Will the sweeping reforms sweep through?
It’s being debated on television, in staff rooms and drawing rooms, and people have a variety of opinions about Union HRD Minister Kapil Sibal’s radical proposal to reform some aspects of school education. At the top of this list is the idea of making the CBSE class 10 board examinations optional, followed by exploring the possibility of a single nationwide board for class 12, and having an independent accreditation authority for school education.
Dealing with the class 10 examination is only the tip of this iceberg, but it has thrown open a variety of questions ranging from what examinations do for learning if anything, to what else needs to happen within schools to ensure that children emerge with the ability to handle and contribute to a complex social and economic system.

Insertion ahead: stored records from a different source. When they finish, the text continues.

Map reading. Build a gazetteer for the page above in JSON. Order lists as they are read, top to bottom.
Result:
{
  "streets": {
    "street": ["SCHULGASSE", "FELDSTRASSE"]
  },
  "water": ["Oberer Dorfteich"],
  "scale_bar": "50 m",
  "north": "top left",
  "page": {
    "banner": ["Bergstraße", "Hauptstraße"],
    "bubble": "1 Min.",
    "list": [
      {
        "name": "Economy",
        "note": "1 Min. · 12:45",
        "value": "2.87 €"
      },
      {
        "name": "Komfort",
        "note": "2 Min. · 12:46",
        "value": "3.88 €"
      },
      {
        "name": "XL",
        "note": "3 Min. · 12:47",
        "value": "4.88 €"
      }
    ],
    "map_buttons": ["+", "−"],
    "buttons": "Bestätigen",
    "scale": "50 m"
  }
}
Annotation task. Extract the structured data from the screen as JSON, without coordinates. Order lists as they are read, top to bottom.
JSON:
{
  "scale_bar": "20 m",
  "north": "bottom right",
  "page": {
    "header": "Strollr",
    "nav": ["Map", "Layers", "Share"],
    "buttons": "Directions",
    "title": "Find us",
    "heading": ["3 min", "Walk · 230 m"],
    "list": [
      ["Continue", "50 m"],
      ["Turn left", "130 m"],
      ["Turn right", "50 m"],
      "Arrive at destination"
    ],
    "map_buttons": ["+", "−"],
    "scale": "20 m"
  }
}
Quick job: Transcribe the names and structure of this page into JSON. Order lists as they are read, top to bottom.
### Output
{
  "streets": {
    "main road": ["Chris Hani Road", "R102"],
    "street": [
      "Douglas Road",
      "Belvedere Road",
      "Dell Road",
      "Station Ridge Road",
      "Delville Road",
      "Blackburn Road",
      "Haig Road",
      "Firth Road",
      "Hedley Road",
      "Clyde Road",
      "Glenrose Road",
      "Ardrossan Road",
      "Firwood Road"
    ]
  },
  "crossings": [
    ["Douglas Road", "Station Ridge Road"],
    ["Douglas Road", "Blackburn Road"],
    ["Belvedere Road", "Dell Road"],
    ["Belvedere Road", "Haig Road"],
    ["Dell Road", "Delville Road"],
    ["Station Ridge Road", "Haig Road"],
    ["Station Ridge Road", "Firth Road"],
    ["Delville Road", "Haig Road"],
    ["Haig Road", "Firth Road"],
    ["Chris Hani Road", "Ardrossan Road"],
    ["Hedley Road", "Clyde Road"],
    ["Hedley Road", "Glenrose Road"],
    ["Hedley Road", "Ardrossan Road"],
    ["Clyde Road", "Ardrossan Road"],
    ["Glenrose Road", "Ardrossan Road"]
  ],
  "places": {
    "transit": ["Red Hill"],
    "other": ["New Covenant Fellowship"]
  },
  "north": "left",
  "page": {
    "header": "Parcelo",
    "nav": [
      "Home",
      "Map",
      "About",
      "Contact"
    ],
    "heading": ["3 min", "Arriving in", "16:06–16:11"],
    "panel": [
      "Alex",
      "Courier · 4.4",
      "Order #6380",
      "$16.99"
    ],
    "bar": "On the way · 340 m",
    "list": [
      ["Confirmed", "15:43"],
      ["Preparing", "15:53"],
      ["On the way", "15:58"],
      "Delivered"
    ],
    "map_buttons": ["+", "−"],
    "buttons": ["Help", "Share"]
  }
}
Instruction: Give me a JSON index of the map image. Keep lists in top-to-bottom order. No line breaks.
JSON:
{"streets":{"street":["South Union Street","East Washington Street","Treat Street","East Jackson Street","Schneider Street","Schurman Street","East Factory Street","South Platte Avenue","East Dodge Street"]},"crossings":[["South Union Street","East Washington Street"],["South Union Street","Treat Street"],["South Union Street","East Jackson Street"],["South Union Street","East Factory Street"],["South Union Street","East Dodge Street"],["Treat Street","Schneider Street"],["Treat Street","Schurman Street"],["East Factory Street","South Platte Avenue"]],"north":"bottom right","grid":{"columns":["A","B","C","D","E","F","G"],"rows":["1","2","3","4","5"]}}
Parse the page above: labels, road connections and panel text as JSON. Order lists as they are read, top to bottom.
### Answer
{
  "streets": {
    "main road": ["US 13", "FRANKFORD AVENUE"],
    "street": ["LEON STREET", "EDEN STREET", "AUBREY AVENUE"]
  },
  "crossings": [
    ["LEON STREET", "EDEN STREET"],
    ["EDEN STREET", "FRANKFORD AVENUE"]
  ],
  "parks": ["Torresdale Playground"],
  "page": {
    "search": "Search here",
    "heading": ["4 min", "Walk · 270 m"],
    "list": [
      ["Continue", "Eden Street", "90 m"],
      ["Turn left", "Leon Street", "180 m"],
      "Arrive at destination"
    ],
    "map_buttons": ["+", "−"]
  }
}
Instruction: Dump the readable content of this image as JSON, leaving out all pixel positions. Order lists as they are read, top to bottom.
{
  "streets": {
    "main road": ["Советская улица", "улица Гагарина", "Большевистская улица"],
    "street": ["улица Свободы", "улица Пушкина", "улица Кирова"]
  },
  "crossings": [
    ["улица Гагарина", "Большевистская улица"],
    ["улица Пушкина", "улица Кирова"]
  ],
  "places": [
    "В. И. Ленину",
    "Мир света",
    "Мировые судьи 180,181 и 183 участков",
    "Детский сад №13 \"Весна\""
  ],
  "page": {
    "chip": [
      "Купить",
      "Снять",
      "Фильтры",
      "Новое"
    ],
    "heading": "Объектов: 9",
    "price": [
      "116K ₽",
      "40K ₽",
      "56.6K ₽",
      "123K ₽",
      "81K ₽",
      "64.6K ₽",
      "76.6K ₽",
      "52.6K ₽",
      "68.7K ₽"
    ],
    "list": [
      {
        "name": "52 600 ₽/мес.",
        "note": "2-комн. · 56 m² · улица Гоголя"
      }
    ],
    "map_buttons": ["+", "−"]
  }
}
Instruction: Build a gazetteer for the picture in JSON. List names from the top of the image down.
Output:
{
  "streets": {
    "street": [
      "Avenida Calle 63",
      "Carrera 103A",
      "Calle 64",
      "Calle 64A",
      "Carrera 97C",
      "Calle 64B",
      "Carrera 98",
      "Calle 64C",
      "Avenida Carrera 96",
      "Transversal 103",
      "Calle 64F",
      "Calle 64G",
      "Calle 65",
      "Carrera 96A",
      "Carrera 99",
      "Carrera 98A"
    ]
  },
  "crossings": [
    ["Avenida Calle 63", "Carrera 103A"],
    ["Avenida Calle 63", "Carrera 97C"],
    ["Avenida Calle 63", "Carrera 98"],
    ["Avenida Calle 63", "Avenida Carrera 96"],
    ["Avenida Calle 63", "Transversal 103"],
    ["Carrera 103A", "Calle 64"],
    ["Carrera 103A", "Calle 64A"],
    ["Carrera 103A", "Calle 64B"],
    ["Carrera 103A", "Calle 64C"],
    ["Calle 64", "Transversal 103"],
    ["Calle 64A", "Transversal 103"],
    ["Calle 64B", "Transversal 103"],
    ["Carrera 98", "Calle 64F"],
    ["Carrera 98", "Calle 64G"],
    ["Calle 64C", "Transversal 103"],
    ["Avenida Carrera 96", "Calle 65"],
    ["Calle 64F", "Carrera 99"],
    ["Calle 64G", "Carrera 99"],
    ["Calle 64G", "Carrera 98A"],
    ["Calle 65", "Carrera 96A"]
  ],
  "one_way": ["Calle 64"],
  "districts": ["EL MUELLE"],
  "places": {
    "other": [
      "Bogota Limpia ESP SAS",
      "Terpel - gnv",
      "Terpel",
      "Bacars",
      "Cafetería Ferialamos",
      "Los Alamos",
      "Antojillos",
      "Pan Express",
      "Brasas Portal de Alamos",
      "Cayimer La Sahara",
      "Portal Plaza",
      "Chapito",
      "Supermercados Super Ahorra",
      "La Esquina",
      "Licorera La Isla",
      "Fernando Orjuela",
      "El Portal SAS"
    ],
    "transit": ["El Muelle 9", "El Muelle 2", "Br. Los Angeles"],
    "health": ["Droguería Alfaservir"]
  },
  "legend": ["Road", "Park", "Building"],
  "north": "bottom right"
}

Mr. Sibal himself has emphasized that the debate is not about the exam per se, though that is what has attracted most attention, but that the debate is really about the kind of India we want, the kind of people we want as future citizens of India – recognising that this shaping of the future citizens happens in school. Clearly, there are many issues to be dissected and examined in detail at the national, state and local level before these proposals can begin to be formalised, let alone implemented. There are many stakeholders – parents, teachers, school administrators, textbook publishers and materials developers, and the children themselves – whose viewpoints matter and who need to be heard before any movement can happen. But the one big positive development here has been that for the first time, school education – its very fabric – is on the national agenda and is being talked about at length and in depth by people in power. It presents an opportunity for those of us committed to education reform to keep at these questions and try to demand that they be addressed – better teachers, better standards, better infrastructure – before we can even talk about what the removal of the pressures signified by the board examination can signify!